Biographie
EMILE VERHAEREN (1855 - 1916)
Verhaeren est originaire de Sint-Amands, un petit village sur l’Escaut, à la limite de la province d’Anvers. Son père, Henri Verhaeren, avait gagné sa vie à Bruxelles dans le commerce du drap. Sa mère, Adelaïde De Bock, tenait un magasin de textile à Sint-Amands. Comme il est de coutume dans les milieux aisés de l’époque, on parle français à la maison. Le jeune Verhaeren suit les primaires à Sint-Amands. C’est la seule période pendant laquelle il apprend le néerlandais d’une façon active. Il suit les cours de l’école secondaire en français, d’abord à l’Institut Saint-Louis à Bruxelles, puis au Collège Sainte-Barbe à Gand où il fait la connaissance de Georges Rodenbach. Ils deviendront amis pour la vie et développeront tous les deux une carrière littéraire. Après les études secondaires, Verhaeren entame des études de droit à l’Université catholique de Louvain. Il y écrit ses premiers poèmes et il devient un collaborateur d’une revue, La Semaine des Etudiants. Après ses études de droit, Verhaeren s’engage comme stagiaire chez le fameux avocat et juriste bruxellois, Edmond Picard. Bientôt, il abandonne le milieu juridique pour se lancer dans le monde littéraire et journalistique.
Emile Verhaeren est surtout connu comme poète, mais il écrit également des récits, toute une série de critiques d’art et même quelques pièces de théâtre.
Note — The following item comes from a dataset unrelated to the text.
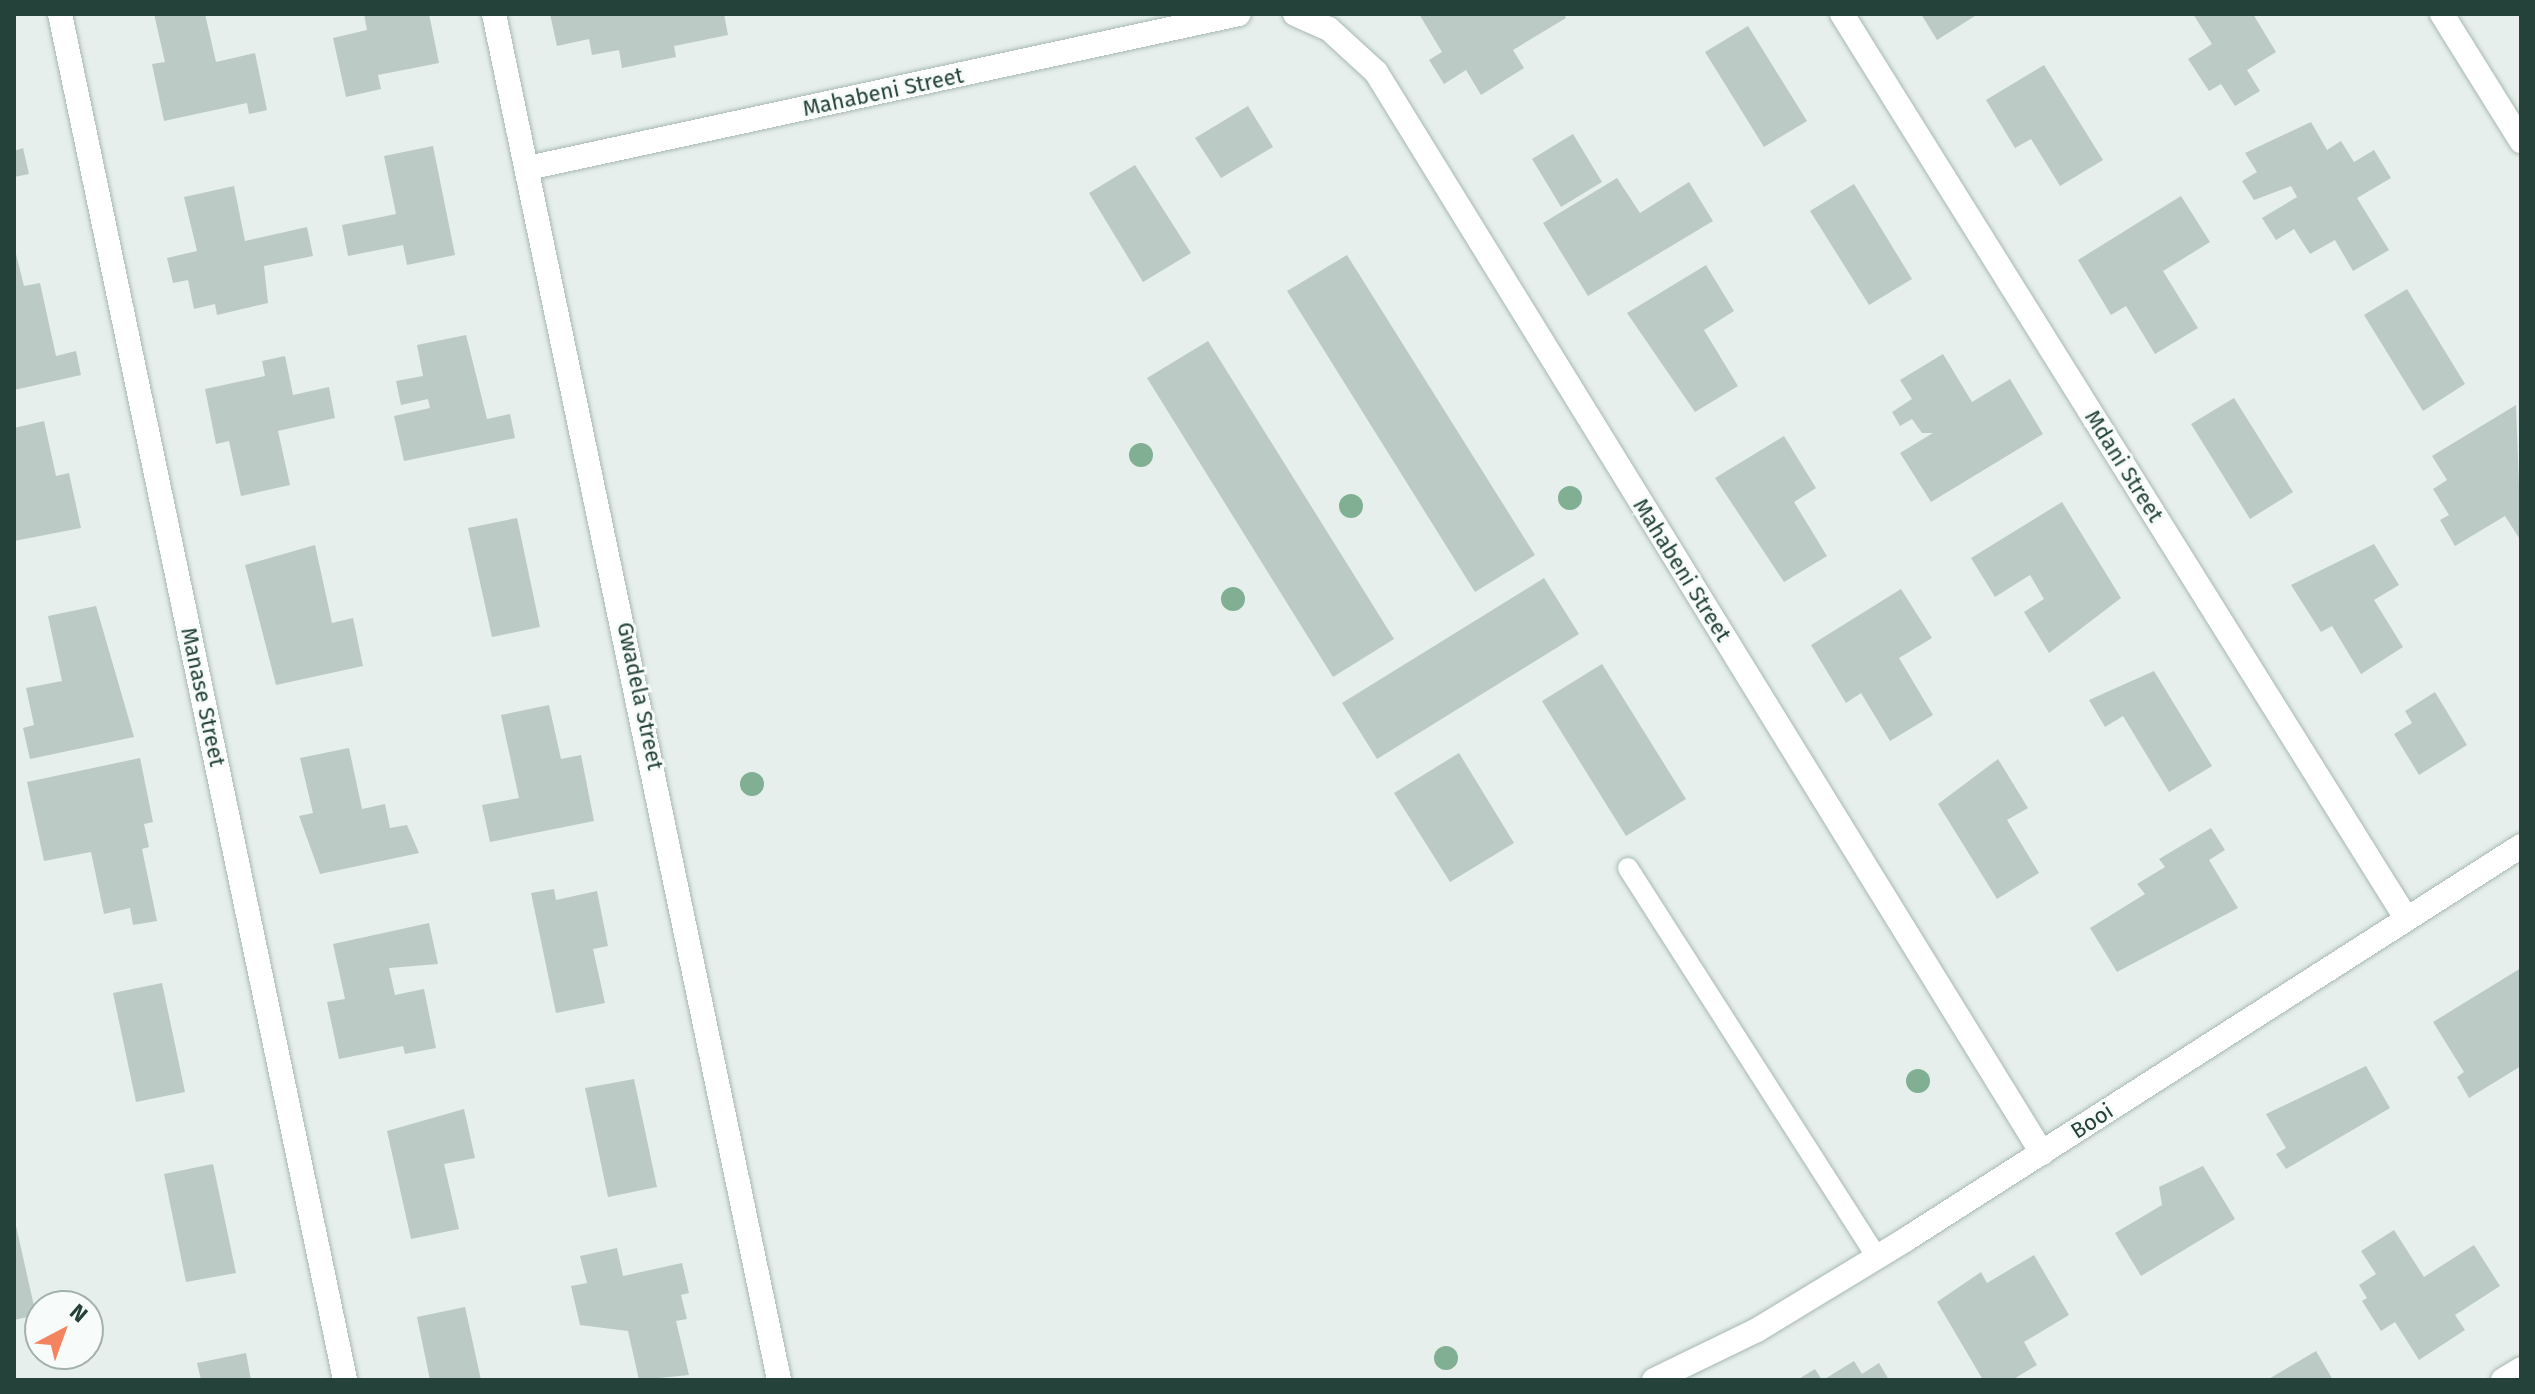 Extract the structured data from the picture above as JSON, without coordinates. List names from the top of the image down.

En 1883, il débute avec Les Flamandes, un recueil inspiré par les scènes exubérantes et parfois voluptueuses de la peinture flamande des 16e et 17e siècles. Après ce début d’inspiration plutôt naturaliste, il continue avec Les Moines (1886), un recueil caractérisé par un certain mysticisme religieux. De 1888 à 1891, Verhaeren publie sa trilogie noire : Les Soirs (1888), Les Débâcles (1888) et Flambeaux noirs (1891). Ces trois recueils – éditions bibliophiles éditées à Bruxelles par Edmond Deman – baignent dans une atmosphère de fin-de-siècle au symbolisme obscur. On y trouve plusieurs poèmes où dominent la mélancolie et les remords. Ce sont les années pendant lesquelles Verhaeren, l’énervé permanent, souffre de neurasthénie. Comme critique d’art, il soutient les nouvelles tendances artistiques de son temps. Ainsi, il défend le courant symboliste et néo-impressionniste et peut être considéré comme un des découvreurs de Fernand Khnopff et de James Ensor. Ensemble avec Edmond Picard et Octave Maus, il constitue le noyau rédactionnel de la revue L’Art moderne dans les années 1883-1899. Il entretient alors aussi des liens amicaux avec des artistes comme Théo Van Rysselberghe, Dario de Regoyos, Willy Schlobach, James Ensor, Fernand Khnopff, Paul Signac, Maximilien Luce et William Degouve de Nuncques. Sur le plan littéraire, on peut mentionner les noms d’André Gide, Stéphane Mallarmé, Francis Vielé-Griffin, Camille Lemonnier, Maurice Maeterlinck, Georges Eekhoud et Albert Mockel.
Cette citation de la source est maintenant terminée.